Statistical analysis of the survey of 1,714 U.S. adults showed that:
• 78.8 percent of participants have prayed for healing for themselves at some point in their lives, and 32.4 percent do so often
• 87.4 percent have prayed for healing for others, and 51.1 percent do so often
• 54.1 percent have asked for prayers for their health
• 26.1 percent have given a “laying on of hands” for healing
• 53 percent have participated in a prayer group, prayer circle or prayer chain
While certain factors, such as frequent religious attendance, reading Scripture or meditation, were predictive of at least one form of healing prayer, the one most consistent predictor was a loving relationship with God, the study found.
“People who feel a close connection to God, who love God and feel loved by God, are the very people most likely to pray for healing: for themselves or others, alone or in a group, and verbally or through laying on of hands,” Levin said.

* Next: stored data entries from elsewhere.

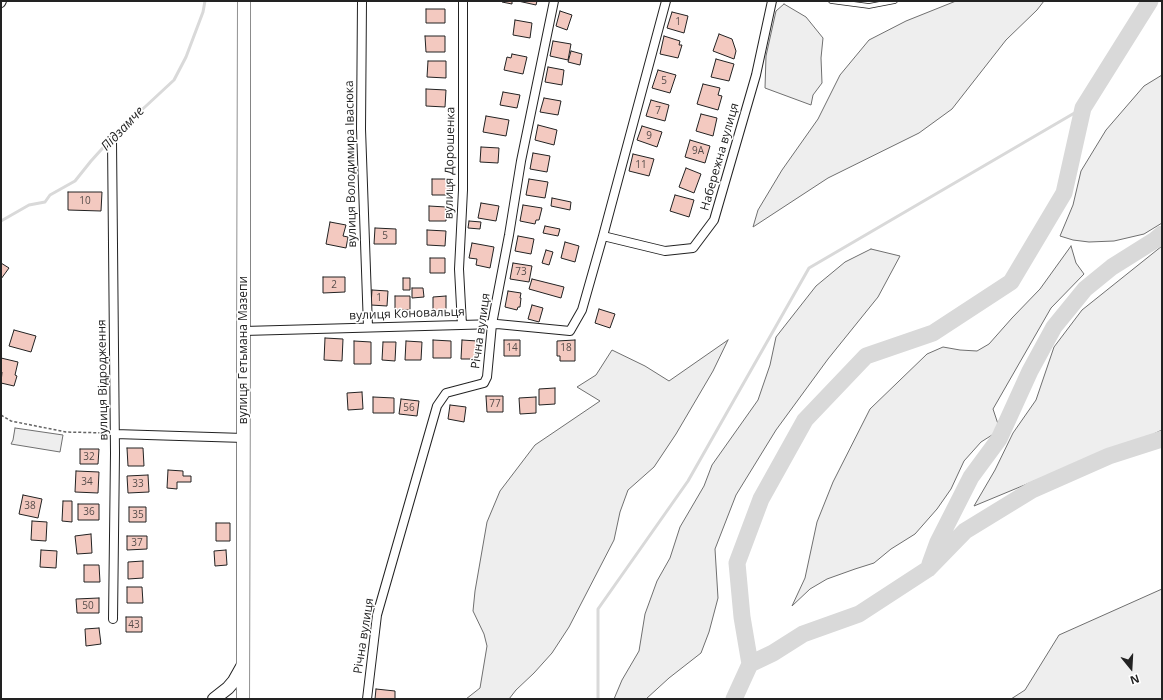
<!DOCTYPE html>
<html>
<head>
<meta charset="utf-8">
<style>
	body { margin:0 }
	#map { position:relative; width:1163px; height:700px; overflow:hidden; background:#fff; font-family:"Open Sans",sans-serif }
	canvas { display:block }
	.frame { position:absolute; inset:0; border:2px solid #222; pointer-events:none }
	.north { position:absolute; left:1111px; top:648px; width:40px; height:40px; -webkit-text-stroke:3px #fff; paint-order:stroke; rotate:162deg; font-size:11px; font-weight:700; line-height:16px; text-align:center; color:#222 }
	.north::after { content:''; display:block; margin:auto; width:14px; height:18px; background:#222; clip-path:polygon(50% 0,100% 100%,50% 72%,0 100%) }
</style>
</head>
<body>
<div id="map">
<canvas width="1163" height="700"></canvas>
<div class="frame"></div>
<div class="north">N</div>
</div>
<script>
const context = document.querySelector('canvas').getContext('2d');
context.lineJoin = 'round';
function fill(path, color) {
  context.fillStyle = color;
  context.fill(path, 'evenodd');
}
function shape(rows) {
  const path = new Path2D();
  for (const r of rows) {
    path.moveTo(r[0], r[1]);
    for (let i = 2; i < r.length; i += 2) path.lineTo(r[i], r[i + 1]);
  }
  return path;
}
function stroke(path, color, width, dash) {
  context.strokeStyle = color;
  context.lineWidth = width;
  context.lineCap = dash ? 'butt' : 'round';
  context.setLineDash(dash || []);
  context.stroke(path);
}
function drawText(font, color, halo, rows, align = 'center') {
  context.font = font + ' "Open Sans",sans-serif';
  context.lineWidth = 3;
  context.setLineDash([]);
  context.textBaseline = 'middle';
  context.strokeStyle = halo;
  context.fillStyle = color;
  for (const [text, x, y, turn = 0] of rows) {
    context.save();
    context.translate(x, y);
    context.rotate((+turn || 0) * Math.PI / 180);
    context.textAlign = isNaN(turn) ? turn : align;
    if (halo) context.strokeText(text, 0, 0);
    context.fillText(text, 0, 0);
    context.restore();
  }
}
const green = shape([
	[956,1,1044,1,1037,10,1006,40,952,109,919,133,828,178,753,227,758,210,782,170,818,119,840,75,869,40,906,21,956,1],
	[784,4,806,17,823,38,821,58,822,83,813,95,811,105,765,88,766,56,776,11,784,4],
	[1162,75,1162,223,1144,234,1114,241,1089,242,1073,240,1060,236,1073,205,1081,171,1106,130,1144,86,1162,75],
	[1071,246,1076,263,1084,274,1051,308,993,409,1000,430,981,442,964,461,951,489,937,509,915,534,891,549,874,563,855,569,827,579,810,589,792,606,805,578,817,522,833,482,870,409,927,354,943,347,960,350,977,351,989,344,1012,318,1040,289,1071,246],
	[1162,246,1162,430,1124,448,1080,462,974,506,995,470,1013,433,1036,400,1054,347,1082,310,1162,246],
	[871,249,900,256,878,297,828,359,776,430,736,495,715,549,718,598,709,632,701,653,669,678,646,699,614,699,622,680,639,651,645,614,657,581,670,558,680,527,704,486,712,465,758,400,770,365,776,337,816,286,845,262,871,249],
	[728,340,713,371,676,434,654,467,628,490,620,512,614,540,569,627,552,653,534,673,516,690,509,699,466,699,480,688,487,646,484,634,473,611,475,591,487,522,500,491,535,445,600,401,577,387,596,375,612,350,645,366,669,381,728,340],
	[15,428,63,435,60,452,11,444,13,440,15,428],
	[1162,589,1162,699,1011,699,1025,690,1059,635,1162,589]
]);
const stream = shape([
	[1,221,29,205,45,202,50,195,75,181,91,161,119,130,146,106,174,80,186,57,203,12,205,1],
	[598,699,598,609,688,481,809,268,1083,108]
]);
const river = shape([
	[930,564,938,542,971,477,999,439,1030,371,1054,327,1085,289,1112,267,1155,240,1162,234],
	[750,664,773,653,803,634,859,614,928,569,965,531,1032,490,1109,456,1162,439],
	[734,699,750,664,742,617,737,563,761,499,805,420,866,356,933,333,1011,282,1064,193,1083,108,1150,1]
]);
const building = shape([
	[503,1,512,1,512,4,502,2,503,1],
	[518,1,537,1,536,5,518,1],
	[426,9,445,9,445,23,426,23,426,9],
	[560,11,572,15,567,30,556,26,560,11],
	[672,12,688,16,684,33,667,28,672,12],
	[515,20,532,23,530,38,513,35,515,20],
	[719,34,732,39,736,51,734,59,713,51,719,34],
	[425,36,445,36,445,52,426,52,425,36],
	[664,36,680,41,679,45,682,45,678,58,660,54,664,36],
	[553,41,571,44,568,60,550,56,553,41],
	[571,51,582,54,580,65,568,62,571,51],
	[512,54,527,57,523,74,504,70,507,57,511,58,512,54],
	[716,59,734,64,729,81,711,77,716,59],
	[428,61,446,61,446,78,427,77,428,61],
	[548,67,564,70,562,85,545,82,548,67],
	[658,70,676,75,670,93,652,88,658,70],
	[703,84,720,88,718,95,722,96,718,110,697,104,703,84],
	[426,89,446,90,445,107,426,106,426,89],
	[503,92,520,95,517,108,500,105,503,92],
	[544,98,561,101,558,115,540,112,544,98],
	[651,100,669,105,665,121,646,116,651,100],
	[701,114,717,118,713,136,696,131,701,114],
	[486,116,509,120,506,136,483,132,486,116],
	[538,125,557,130,554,145,535,140,538,125],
	[642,126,662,132,657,147,637,140,642,126],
	[690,140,710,146,705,163,685,157,690,140],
	[481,147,499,148,498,163,480,162,481,147],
	[533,153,550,156,547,172,530,169,533,153],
	[633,154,654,159,649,176,629,171,633,154],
	[686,168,701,174,694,193,679,187,686,168],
	[432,179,450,179,450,195,432,195,432,179],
	[529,179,548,182,545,198,526,195,529,179],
	[68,192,102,192,101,211,68,210,68,192],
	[675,195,694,200,689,217,670,211,675,195],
	[552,198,571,202,570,210,551,206,552,198],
	[481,203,499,206,496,221,478,218,481,203],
	[523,205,542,208,539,220,536,220,535,224,520,221,523,205],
	[429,206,446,207,446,221,429,221,429,206],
	[469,221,481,222,480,229,468,228,469,221],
	[330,222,346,225,343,236,348,237,346,248,326,244,330,222],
	[545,226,560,229,558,236,543,233,545,226],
	[375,228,396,229,396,244,374,244,375,228],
	[427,230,446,231,445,246,427,245,427,230],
	[518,236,534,239,531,254,515,251,518,236],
	[565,242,579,246,575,262,561,258,565,242],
	[472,243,494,247,490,268,476,265,477,259,469,258,472,243],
	[546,250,553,252,549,265,542,263,546,250],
	[430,258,445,258,445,273,430,273,430,258],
	[1,263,9,268,1,279,1,263],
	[513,263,532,266,529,282,510,279,513,263],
	[323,277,345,277,345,292,323,293,323,277],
	[403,278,410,278,410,290,403,290,403,278],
	[532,279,564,287,561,298,529,289,532,279],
	[412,288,423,288,424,297,412,298,412,288],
	[372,290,388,291,387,306,371,305,372,290],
	[508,291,521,293,520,298,521,298,520,307,518,307,517,310,505,307,508,291],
	[395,296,410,296,410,310,395,310,395,296],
	[446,296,446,311,433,312,433,297,446,296],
	[532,305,543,308,539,322,528,319,532,305],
	[599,309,615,314,610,328,595,323,599,309],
	[14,330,36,336,31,352,9,346,14,330],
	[325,338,343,339,342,361,324,360,325,338],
	[433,340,451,341,451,358,433,358,433,340],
	[462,340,477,341,476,359,461,359,462,340],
	[504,340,520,340,520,356,504,356,504,340],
	[575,340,575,361,560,361,560,356,557,356,557,341,575,340],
	[354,341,371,342,371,364,354,364,354,341],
	[406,341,422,342,421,360,405,360,406,341],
	[383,342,396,342,395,361,382,360,383,342],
	[1,358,18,362,15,375,17,376,14,386,1,383,2,372,1,371,1,358],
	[555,388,555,404,539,405,539,389,555,388],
	[362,392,363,409,348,410,347,393,362,392],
	[486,396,503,396,503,412,487,412,486,396],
	[373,397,394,398,394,413,373,413,373,397],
	[536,397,536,413,520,414,519,398,536,397],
	[401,399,419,401,417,416,399,414,401,399],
	[450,405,466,407,464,422,448,419,450,405],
	[127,448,143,448,144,466,128,466,127,448],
	[80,449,99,449,98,464,80,464,80,449],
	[168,470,183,471,183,476,191,476,191,482,177,482,177,489,167,488,168,470],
	[76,471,99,472,98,493,75,492,76,471],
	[148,475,149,492,128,493,127,476,148,475],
	[23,495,42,499,38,518,19,514,23,495],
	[63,501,72,501,72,522,62,521,63,501],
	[78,504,99,504,99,520,78,520,78,504],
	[129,507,146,507,146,522,129,522,129,507],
	[32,521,47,522,46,541,31,540,32,521],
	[216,523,230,523,230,541,216,541,216,523],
	[91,534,92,553,77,554,75,536,91,534],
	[127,536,147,536,147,549,127,550,127,536],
	[41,550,57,551,56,568,40,567,41,550],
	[226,550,227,565,215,566,214,551,226,550],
	[143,561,143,578,128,579,128,562,143,561],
	[84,565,99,565,100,582,84,582,84,565],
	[127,587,142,587,143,603,127,603,127,587],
	[99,598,99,613,77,613,76,599,99,598],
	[126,617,142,617,142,632,126,632,126,617],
	[99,628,101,644,86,646,85,629,99,628],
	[376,689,395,691,395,699,375,699,376,689]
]);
const path = shape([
	[1,415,11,421,66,432,107,433]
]);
const lane = shape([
	[831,1,869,6,895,1]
]);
const street = shape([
	[362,1,361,129,368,327],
	[1,3,2,1],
	[112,141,115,453,113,619],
	[603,236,666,1],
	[462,325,459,269,463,190,463,1],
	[244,331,497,324,570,331,582,310,603,236,665,251,693,248,714,220,756,75,772,1],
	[115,434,244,438],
	[367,699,377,615,437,406,446,393,484,383,487,377,492,324,509,235,521,161,554,1]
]);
const secondary = shape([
	[214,699,228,688,234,681,243,665]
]);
const primary = shape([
	[243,699,244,1]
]);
const numberNames = [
	["1",678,22],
	["5",664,81],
	["7",658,111],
	["9",649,136],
	["9А",698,151],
	["11",641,165],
	["10",85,201],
	["5",385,236],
	["73",521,272],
	["2",334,285],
	["1",379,298],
	["14",512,348],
	["18",566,348],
	["77",495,404],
	["56",409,408],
	["32",89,457],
	["34",87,482],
	["33",138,484],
	["38",30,506],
	["36",89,512],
	["35",138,515],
	["37",137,543],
	["50",88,606],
	["43",134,625]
];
const streetNames = [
	["Набережна вулиця",720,157,-74],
	["вулиця Дорошенка",450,163,-89],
	["вулиця Володимира Івасюка",351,164,-91],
	["вулиця Коновальця",407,314,-2],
	["Річна вулиця",481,331,-82],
	["вулиця Гетьмана Мазепи",244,350,-90],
	["вулиця Відродження",103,380,-91],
	["Річна вулиця",364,636,-81]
];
const waterNames = [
	["Підзамче",123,129,-46]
];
fill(green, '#eee');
stroke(green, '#6f6f6f', 1);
stroke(stream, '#d9d9d9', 3);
stroke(river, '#d9d9d9', 17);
fill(building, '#f3c9c0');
stroke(building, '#222', 1);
stroke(lane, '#222', 5.5);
stroke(street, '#222', 10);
stroke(secondary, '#222', 14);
stroke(primary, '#222', 14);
stroke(path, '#646464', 1.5, [3, 2]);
stroke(lane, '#fff', 4);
stroke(street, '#fff', 8);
stroke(secondary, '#fff', 12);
stroke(primary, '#fff', 13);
drawText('10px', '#564c4a', null, numberNames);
drawText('12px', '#222', '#fff', streetNames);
drawText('italic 13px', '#222', '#fff', waterNames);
</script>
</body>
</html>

“These people are taking to heart the biblical call to ‘love your neighbor as yourself,’ something found in both the Old and New Testaments,” he said.
Whether the prayers work is beyond the scope of his research, Levin said.

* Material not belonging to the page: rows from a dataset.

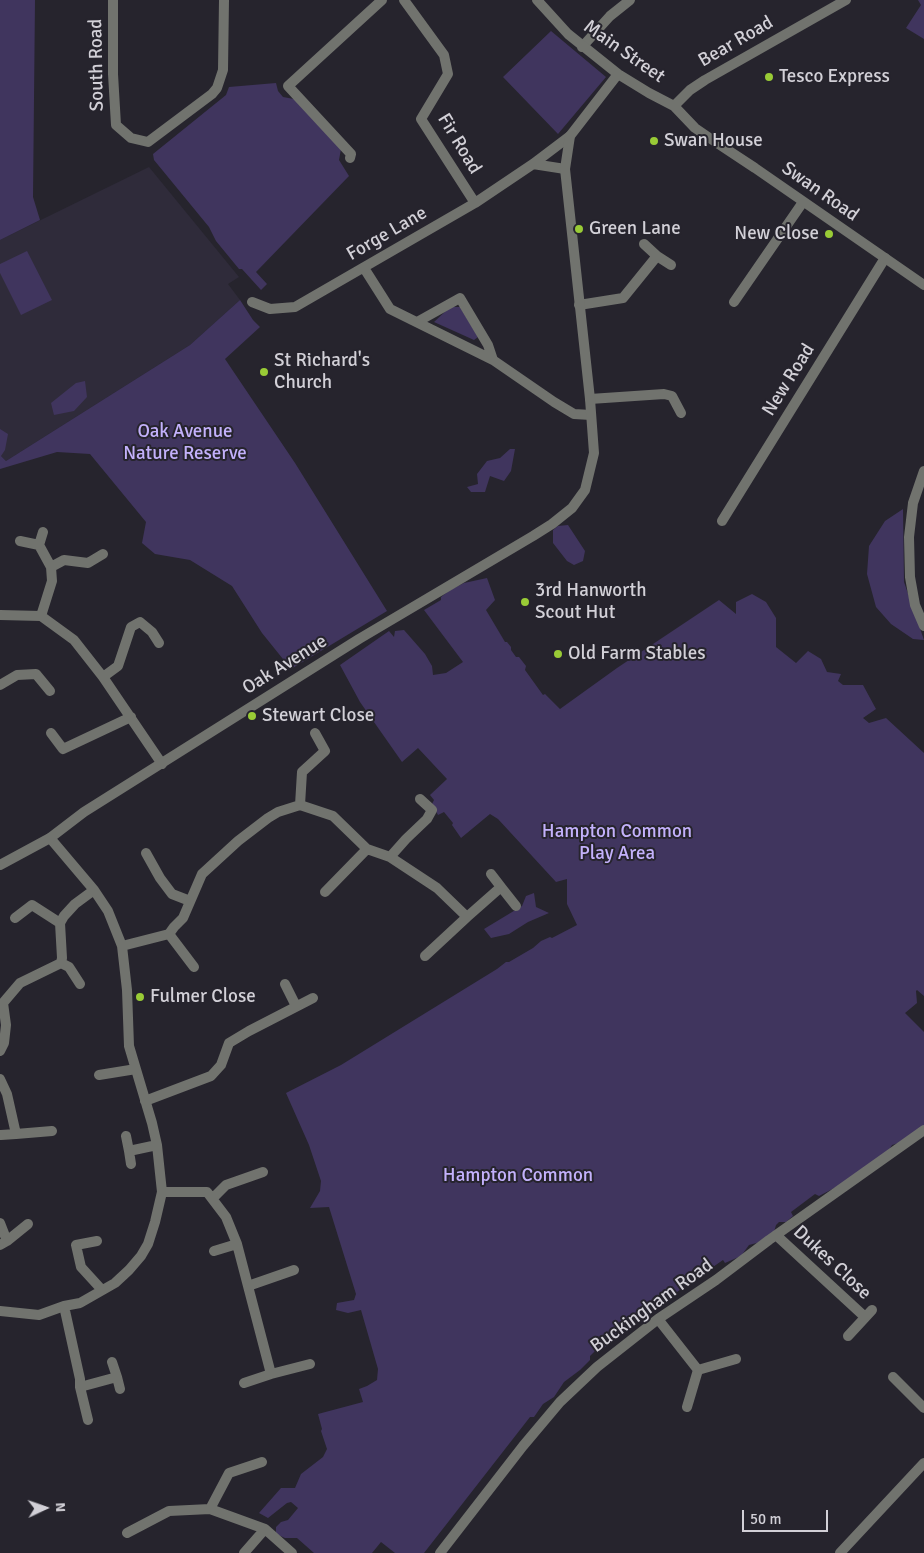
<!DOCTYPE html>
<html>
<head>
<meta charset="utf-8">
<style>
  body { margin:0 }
  #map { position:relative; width:924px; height:1553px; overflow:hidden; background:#26242d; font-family:Signika,sans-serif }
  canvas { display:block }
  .north { position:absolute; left:20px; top:1483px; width:50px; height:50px; -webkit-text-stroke:4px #26242d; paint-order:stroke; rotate:87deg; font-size:14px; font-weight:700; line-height:20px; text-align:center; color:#d2d0d7 }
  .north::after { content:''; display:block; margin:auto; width:18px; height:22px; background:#d2d0d7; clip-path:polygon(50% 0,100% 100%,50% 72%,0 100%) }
  .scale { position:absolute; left:742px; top:1510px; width:86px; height:22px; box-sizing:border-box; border:2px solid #d2d0d7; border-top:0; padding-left:6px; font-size:15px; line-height:18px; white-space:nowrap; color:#d2d0d7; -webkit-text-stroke:4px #26242d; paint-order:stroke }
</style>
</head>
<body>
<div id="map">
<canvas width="924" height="1553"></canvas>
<div class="north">N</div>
<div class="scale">50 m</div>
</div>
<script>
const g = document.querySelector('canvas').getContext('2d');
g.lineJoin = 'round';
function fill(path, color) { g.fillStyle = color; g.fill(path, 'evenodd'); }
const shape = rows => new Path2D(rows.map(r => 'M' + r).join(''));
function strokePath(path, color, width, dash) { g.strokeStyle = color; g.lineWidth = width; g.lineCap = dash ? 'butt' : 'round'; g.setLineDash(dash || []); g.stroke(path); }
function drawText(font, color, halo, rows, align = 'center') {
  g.font = font + ' Signika,sans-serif'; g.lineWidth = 4; g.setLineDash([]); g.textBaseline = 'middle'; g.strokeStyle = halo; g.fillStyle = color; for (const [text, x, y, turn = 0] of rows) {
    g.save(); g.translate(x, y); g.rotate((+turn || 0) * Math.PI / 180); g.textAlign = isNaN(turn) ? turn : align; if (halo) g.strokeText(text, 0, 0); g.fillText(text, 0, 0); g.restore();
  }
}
fill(shape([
  [149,167,239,277,228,284,240,300,190,345,6,461,0,455,0,240]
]), '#2f2b3a');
fill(shape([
  [0,0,35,0,33,197,40,220,0,240],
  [918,0,924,0,924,39,906,28,921,5],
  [551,31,606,77,558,134,503,77],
  [276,83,278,91,283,97,294,99,341,149,339,160,349,176,256,272,267,284,261,290,242,269,239,269,216,241,209,227,154,160,153,154,226,95,229,87],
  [27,251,52,300,21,315,0,273,0,264],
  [240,300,253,320,260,327,225,359,295,463,387,611,291,669,262,633,232,586,190,560,155,554,142,543,146,522,90,454,57,452,0,469,0,429,8,434,5,450,1,456,6,461,190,345],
  [450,307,460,307,478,337,474,340,434,322],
  [85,381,87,397,74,411,54,415,51,403,76,383],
  [510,449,515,449,511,471,504,481,490,476,485,492,471,492,467,487,478,484,477,474,487,461,500,458],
  [903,509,904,582,924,640,913,639,891,624,876,607,867,574,869,546,885,521],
  [568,525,585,551,583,561,574,565,567,561,553,543,553,530,558,526],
  [487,578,495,600,486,610,505,642,507,642,511,647,511,650,516,657,519,657,526,666,525,670,543,695,545,694,560,709,617,668,719,600,736,614,736,602,752,594,766,602,776,618,776,647,796,663,808,651,821,659,827,672,841,674,838,681,843,685,863,685,876,709,863,718,869,723,886,718,924,753,924,996,917,990,916,991,917,1003,905,1013,924,1032,924,1130,912,1139,892,1145,885,1157,842,1184,819,1196,815,1194,791,1212,793,1216,786,1222,779,1222,776,1225,774,1232,764,1241,749,1245,741,1256,725,1263,723,1260,641,1317,643,1318,642,1322,636,1323,631,1329,622,1332,618,1338,602,1349,599,1348,595,1351,590,1356,590,1360,580,1370,564,1382,554,1397,543,1404,534,1417,530,1417,424,1553,395,1553,381,1542,372,1553,314,1553,297,1538,285,1538,276,1534,276,1527,281,1522,288,1520,298,1508,291,1502,287,1503,268,1518,259,1513,281,1488,295,1488,301,1474,323,1457,327,1449,321,1431,322,1429,318,1414,363,1402,359,1389,367,1386,377,1380,378,1369,361,1310,348,1313,336,1310,337,1303,354,1300,356,1294,329,1207,310,1208,320,1191,321,1181,309,1145,286,1093,341,1065,497,969,506,962,509,962,533,948,541,941,550,937,552,938,577,925,567,904,567,879,556,882,498,819,490,814,461,838,452,825,453,823,444,812,438,815,432,804,434,800,430,795,447,779,418,748,402,762,360,702,340,665,389,631,394,637,395,631,404,630,425,654,432,666,433,675,446,673,463,662,424,610,441,600,441,597,450,590,464,583],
  [534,893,536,907,549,913,528,922,509,934,491,938,484,929,522,906,526,896]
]), '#40355e');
strokePath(shape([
  [113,0,113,74,116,125,131,138,148,142,212,94,217,88,223,70,224,0],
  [404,0,444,55,448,74,421,119,475,203],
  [582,47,610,16,630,0],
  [350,158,351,154,288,86,382,0],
  [533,164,565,169],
  [644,244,657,256],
  [364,268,390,309,493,360,554,402,574,414,591,415],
  [252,302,270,309,295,307,475,203,533,164,570,136],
  [734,302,803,202],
  [579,305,623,298,657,256,671,265],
  [417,322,460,298,488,345,493,360],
  [590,399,664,394,672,396,681,413],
  [924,471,913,503,909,537,910,577,915,605,924,626],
  [722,521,885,258],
  [20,541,39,545,51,567,52,581,41,616],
  [39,545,43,532],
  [51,567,64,560,88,563,103,554],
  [0,615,41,616,74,640,103,677,162,764],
  [103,677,118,666,131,627,140,622,152,632,159,643],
  [0,685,17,675,36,674,50,691],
  [51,733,63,749,131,717],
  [300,805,302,772,325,751,315,733],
  [146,853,160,878,172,894,190,901],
  [390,857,406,839,427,819,432,810,420,799],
  [501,887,516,906],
  [325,892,367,849],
  [467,917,501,887,491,874],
  [15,918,32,905,60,923],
  [169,934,194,967],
  [122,946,169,934,174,927,183,918,202,874,238,841,268,818,278,812,300,805,333,816,367,849,390,857,437,888,467,917,425,956],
  [61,963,69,967,80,984],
  [285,984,296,1006],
  [0,1051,4,1043,6,1025,3,1003,20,983,61,963,62,958,60,923,64,916,75,904,94,890],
  [99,1075,136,1069],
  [0,1079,7,1094,16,1134,1,1135],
  [145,1101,211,1076,221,1065,229,1043,249,1031,313,998],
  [16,1134,52,1131],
  [126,1136,129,1151,157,1145],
  [129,1151,131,1164],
  [162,1192,207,1192,226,1217,237,1244,271,1374,244,1383],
  [213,1198,226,1185,263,1172],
  [0,1223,7,1241],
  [776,1235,865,1317],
  [97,1241,76,1245,81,1267,102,1290],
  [0,1245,7,1241,28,1224],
  [214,1251,237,1244],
  [248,1286,294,1270],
  [64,1306,80,1379,80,1387,88,1420],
  [0,1311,39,1315,64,1306,80,1303,115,1283,129,1270,141,1256,148,1244,155,1222,162,1192,157,1145,152,1123,129,1046,127,990,122,946,108,911,94,890,50,838],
  [658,1319,698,1370,736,1359],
  [848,1336,872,1310],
  [112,1362,117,1377],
  [271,1374,310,1364],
  [893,1377,924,1408],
  [80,1387,117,1377,120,1389],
  [687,1407,698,1370],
  [210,1509,229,1473,262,1462],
  [127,1533,169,1511,210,1509,265,1529,292,1553],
  [244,1553,265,1529],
  [440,1553,523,1446,560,1402,597,1367,658,1319,716,1280,769,1240,924,1130]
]), '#71736e', 10);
strokePath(shape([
  [537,0,568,34,618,74,649,93,674,106,695,128,711,139,755,168,924,285],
  [674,106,690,90,705,80,846,0],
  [0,865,50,838,84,812,359,639,533,536,552,524,572,508,585,490,594,453,590,399,565,169,570,136,618,74],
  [840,1553,924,1463]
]), '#71736e', 10);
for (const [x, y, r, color] of [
  [769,77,5,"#99cb36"],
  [654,141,5,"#99cb36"],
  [579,229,5,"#99cb36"],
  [829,234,5,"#99cb36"],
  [264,372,5,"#99cb36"],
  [525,602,5,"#99cb36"],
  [558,654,5,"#99cb36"],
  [252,716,5,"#99cb36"],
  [140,997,5,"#99cb36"]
]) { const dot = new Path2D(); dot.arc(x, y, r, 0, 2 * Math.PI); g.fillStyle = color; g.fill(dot); strokePath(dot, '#26242d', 2); }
drawText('19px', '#d2d0d7', '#26242d', [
  ["Bear Road",736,42,-30],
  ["Main Street",624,52,35],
  ["South Road",97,65,-91],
  ["Fir Road",459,144,59],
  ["Swan Road",820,192,35],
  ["Forge Lane",387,234,-30],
  ["New Road",789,380,-58],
  ["Oak Avenue",285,665,-32],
  ["Dukes Close",832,1263,43],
  ["Buckingham Road",652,1306,-36]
]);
drawText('19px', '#d2d0d7', '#26242d', [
  ["Tesco Express",779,77],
  ["Swan House",664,141],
  ["Green Lane",589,229],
  ["New Close",819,234,"right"],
  ["St Richard's",274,361],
  ["Church",274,383],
  ["3rd Hanworth",535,591],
  ["Scout Hut",535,613],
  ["Old Farm Stables",568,654],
  ["Stewart Close",262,716],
  ["Fulmer Close",150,997]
], 'left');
drawText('19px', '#c3b1fb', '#26242d', [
  ["Oak Avenue",185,432],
  ["Nature Reserve",185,454],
  ["Hampton Common",617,832],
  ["Play Area",617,854],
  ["Hampton Common",518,1176]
]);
</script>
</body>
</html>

“So much has been written in the medical literature in the past several years about the possibility that prayer heals,” he said. “There have even been a series of controversial and inconclusive clinical trials.
“But with so much attention paid to the efficacy of prayer — something science may not ever be capable of proving one way or another to everyone’s satisfaction — almost no attention has been given to simply documenting the practice. How many people pray for healing? How often? Who are these folks? That’s why this study was done.”
The next step will be to investigate whether there are differences in rates of healing prayer across religions and denominations, Levin said.
But “preliminary analysis suggests that the practice is widespread, regardless of one’s religious background or beliefs.”
ABOUT JEFF LEVIN
Jeff Levin, Ph.D., M.P.H., is University Professor of Epidemiology and Population Health and director of the Program on Religion and Population Health in Baylor’s Institute for Studies of Religion. He also serves as adjunct professor of psychiatry and behavioral sciences at Duke University School of Medicine and as an affiliated member of the Center for Medical Ethics and Health Policy at Baylor College of Medicine. His most recent book is “Upon These Three Things: Jewish Perspectives on Loving God” (ISR Books, 2015). His biography has been included in Who's Who in America, Who's Who in Theology & Science, and International Who's Who in Medicine.
ABOUT BAYLOR UNIVERSITY
Baylor University is a private Christian University and a nationally ranked research institution. The University provides a vibrant campus community for more than 16,000 students by blending interdisciplinary research with an international reputation for educational excellence and a faculty commitment to teaching and scholarship. Chartered in 1845 by the Republic of Texas through the efforts of Baptist pioneers, Baylor is the oldest continually operating University in Texas. Located in Waco, Baylor welcomes students from all 50 states and more than 80 countries to study a broad range of degrees among its 12 nationally recognized academic divisions.
ABOUT THE INSTITUTE FOR STUDIES OF RELIGION
Launched in August 2004, the Baylor Institute for Studies of Religion (ISR) exists to initiate, support and conduct research on religion, involving scholars and projects spanning the intellectual spectrum: history, psychology, sociology, economics, anthropology, political science, epidemiology, theology and religious studies. The institute’s mandate extends to all religions, everywhere, and throughout history, and embraces the study of religious effects on prosocial behavior, family life, population health, economic development and social conflict. While always striving for appropriate scientific objectivity, ISR scholars treat religion with the respect that sacred matters require and deserve.